За исключением таких дней, я мог обыкновенно спокойно отдаваться чтению. Но однажды визит Свана, прервавший мое чтение, и сделанное им замечание о совсем новом для меня авторе, Берготе, книгу которого я как раз в то время читал, привели к тому, что, долгое время спустя, образ одной из женщин, составлявших предмет моих мечтаний, стал рисоваться перед моими глазами уже не на фоне стены, увитой гирляндами фиолетовых цветов, а на совсем другом фоне, на фоне портала готического собора.

В первый раз услышал я о Берготе от одного из своих школьных товарищей по фамилии Блок, который был несколько старше меня и от которого я был в самом неподдельном восхищении. Услышав от меня однажды выражение восторга по поводу "Октябрьской ночи", он шумно, как труба, расхохотался и сказал мне: "Отнесись критически к твоему в достаточной степени низменному пристрастию к почтенному Мюссе. Это субъект весьма зловредный и влияние оказывает самое пагубное. Должен, впрочем, признать, что он, и даже совсем почтенный Расин, оба сочинили в своей жизни по одному стиху, не только достаточно ритмичному, но и лишенному решительно всякого смысла, что в моих глазах является высшей заслугой поэта. Вот эти стихи: "La blanche Oloossone et la blanche Camire" и "La fille de Minos et de Pasiphae". Они были мне указаны как обстоятельство, смягчающее вину этих двух мошенников, в статье моего дорогого учителя, папаши Леконта, лицезрение которого приятно бессмертным богам. Кстати, вот книга, которую мне сейчас некогда прочесть и которую как будто рекомендует этот простофиля. Как мне передавали, он считает автора ее, некоего почтенного Бергота, одной из самых субтильнейших бестий; и хотя он обнаруживает подчас в своей критике совершенно необъяснимую снисходительность, все же слова его являются для меня дельфийским оракулом. Почитай поэтому лирическую прозу Бергота, и если титанический собиратель ритмов, написавший "Багхавата" и "Борзую Магнуса", сказал правду, то, клянусь Аполлоном, ты насладишься, дорогой мэтр, нектаром олимпийских богов". Саркастическим тоном он как-то попросил меня называть его "дорогим мэтром" и сам называл меня так же. Но мы испытывали некоторое подлинное удовольствие от этой игры, ибо еще недалеко ушли от возраста, когда, давая название вещи, мы считаем, будто творим ее.

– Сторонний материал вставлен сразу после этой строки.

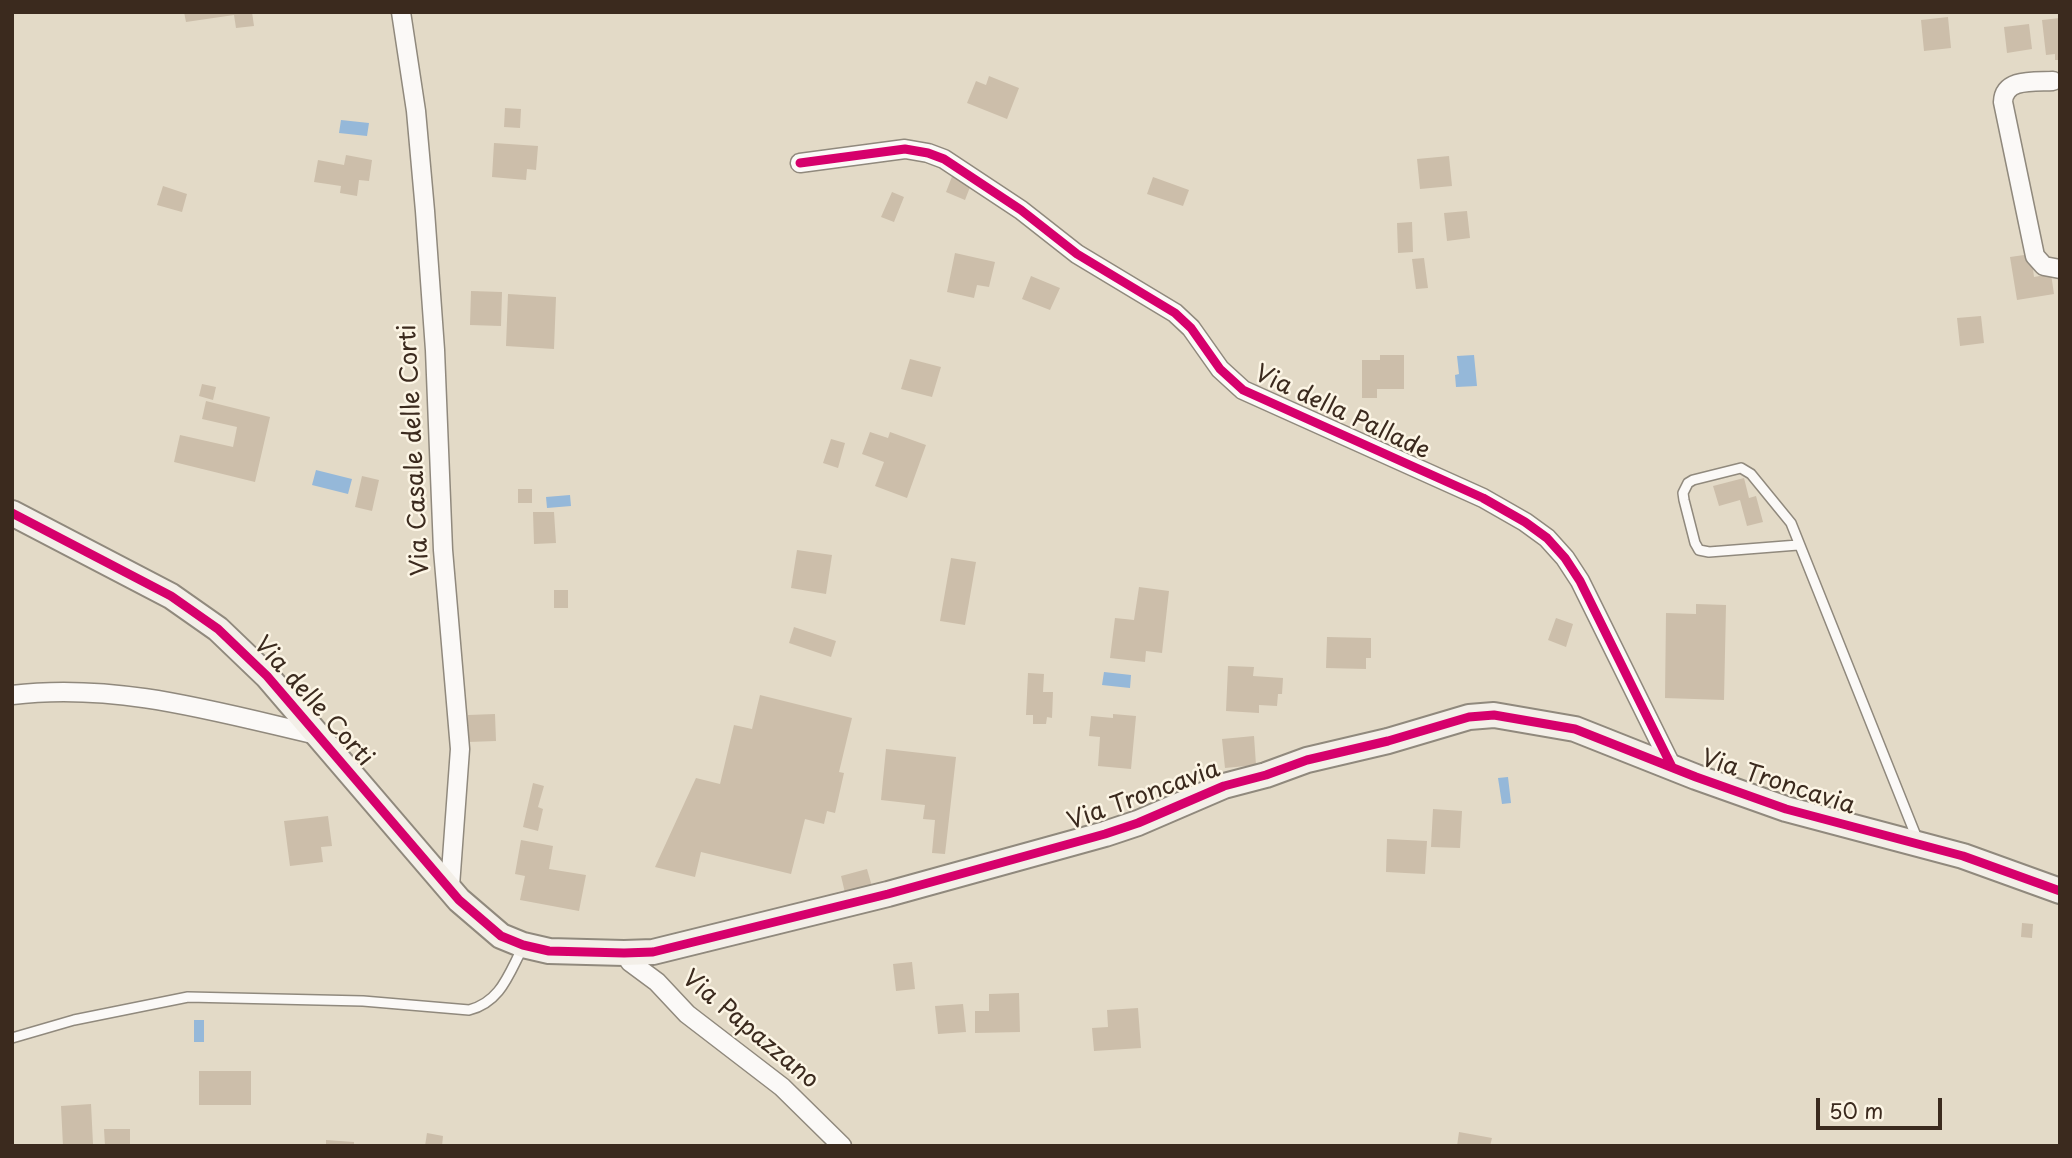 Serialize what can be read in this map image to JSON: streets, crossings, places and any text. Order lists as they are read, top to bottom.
{
  "streets": {
    "street": [
      "Via della Pallade",
      "Via Casale delle Corti",
      "Via delle Corti",
      "Via Troncavia",
      "Via Papazzano"
    ]
  },
  "crossings": [
    ["Via della Pallade", "Via Troncavia"],
    ["Via Casale delle Corti", "Via delle Corti"],
    ["Via Casale delle Corti", "Via Troncavia"],
    ["Via delle Corti", "Via Troncavia"],
    ["Via Troncavia", "Via Papazzano"]
  ],
  "scale_bar": "50 m"
} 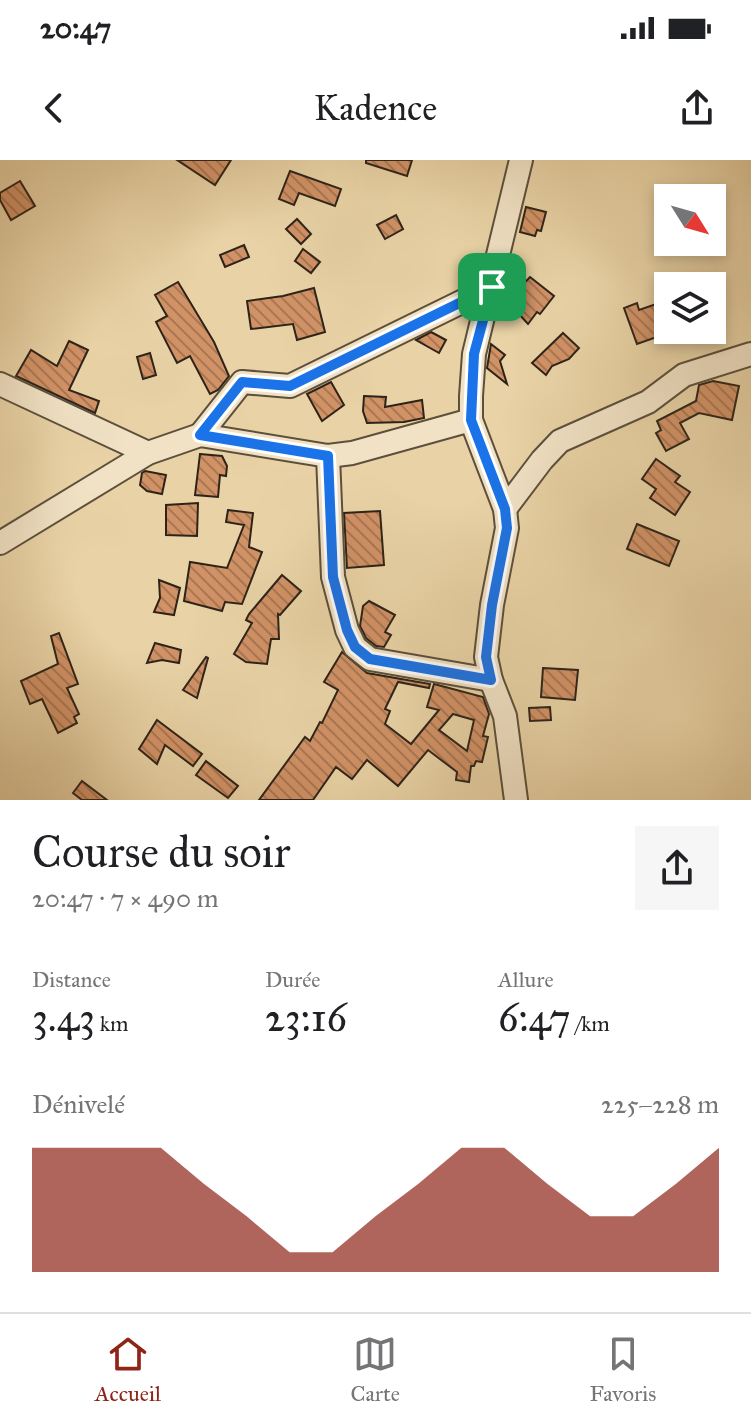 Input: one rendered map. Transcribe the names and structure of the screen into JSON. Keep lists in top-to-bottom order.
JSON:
{
  "north": "bottom right",
  "page": {
    "status": "20:47",
    "header": "Kadence",
    "heading": ["Course du soir", "20:47 · 7 × 490 m"],
    "stats": [
      ["Distance", "3.43 km"],
      ["Durée", "23:16"],
      ["Allure", "6:47 /km"]
    ],
    "chart": ["Dénivelé", "225–228 m"],
    "tabs": ["Accueil", "Carte", "Favoris"]
  }
}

К несчастью, разговоры мои с Блоком на эту тему и спрошенные у него объяснения не могли успокоить тревоги, в которую он поверг меня, сказав, что хорошие стихи (от которых я ожидал не более и не менее, как откровения истины) бывают тем лучше, чем меньше в них смысла. Вышло так, что Блок не получил нового приглашения в наш дом. Сначала ему был оказан очень хороший прием. Правда, дедушка утверждал, что каждый раз, как я схожусь с каким-нибудь товарищем ближе, чем с прочими, и привожу его к нам в дом, этот товарищ всегда оказывается евреем, - обстоятельство, против которого он не возражал бы принципиально - ведь даже его приятель Сван был еврейского происхождения, - если бы не находил, что я выбираю своих друзей далеко не из лучших представителей этого племени. Вот почему, когда я приводил к себе нового друга, то редко случалось, чтобы дедушка не стал напевать арий из "Жидовки": "Бог наших отцов" или же "Израиль, порви свои цепи", ограничиваясь при этом, разумеется, одним только мотивом (ти-ла-лам-та-лам, талим); но я боялся, что мой приятель узнает мотив и вспомнит соответствующие слова.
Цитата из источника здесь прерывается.